PWB non soltanto si limita a incoraggiare una visione più realistica delle aspettative umane, ma opera anche una tagliente e puntuale analisi psicologica di cosa comporti diventare adulti nel ventunesimo secolo. Le pressioni della società sono pesanti, le possibilità di riuscire poche, la prospettiva di fallire inaccettabile. Non per Phoebe Waller-Bridge, capace di riconoscere la bellezza dello sconforto, dell’errore, del fallimento e di farne il centro delle storie che racconta. Riconosce le contraddizioni esistenti nel mondo reale e gli effetti devastanti che questi possono avere sull’individuo e li porta prepotentemente sullo schermo, così che siano sotto gli occhi di tutti, che tutti si accorgano che ciò che ci sembra essere una nostra mancanza è invece qualcosa che ci accomuna tutti e lascia spazio per crescere.
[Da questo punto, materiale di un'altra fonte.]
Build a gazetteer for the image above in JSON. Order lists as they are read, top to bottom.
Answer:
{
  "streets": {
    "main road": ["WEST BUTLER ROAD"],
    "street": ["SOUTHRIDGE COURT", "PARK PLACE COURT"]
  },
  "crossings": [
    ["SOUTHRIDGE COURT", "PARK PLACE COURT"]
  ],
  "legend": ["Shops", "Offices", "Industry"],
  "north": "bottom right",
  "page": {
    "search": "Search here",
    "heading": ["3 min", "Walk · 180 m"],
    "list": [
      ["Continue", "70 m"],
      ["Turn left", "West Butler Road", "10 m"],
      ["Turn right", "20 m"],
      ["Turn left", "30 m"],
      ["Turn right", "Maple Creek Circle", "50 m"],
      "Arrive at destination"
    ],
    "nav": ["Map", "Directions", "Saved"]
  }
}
“Non trasformarmi in un’ottimista, mi rovinerai la vita.”
Fleabag 2×04
Da un’autrice così attenta al dolore, cinica, dall’umorismo graffiante e mai scontato come Phoebe Waller-Bridge non ci si aspetterebbe mai che possa essere foriera di pensieri ottimisti, eppure quello che mi ha insegnato rientra proprio in questa categoria. La sua è una lezione di vita preziosa, una sorta di spostamento di prospettiva che mi ha portata ad allargare i miei orizzonti, a guardarmi dentro, sezionare la mia sofferenza, le mie paure, i miei dubbi e vederli in modo diverso. A vederli non come un peso ma come parte fondamentale dell’esistenza umana, una parte che non può e non deve essere soffocata. Non dirò che Phoebe Waller-Bridge mi ha insegnato a essere ottimista, per quello ci vorrebbe ben altro tipo di magia, ma mi ha spinta a riconsiderare il mio modo di guardare il mondo, fino a coglierne i bagliori di luce nascosti., fino ad abbracciare la vita.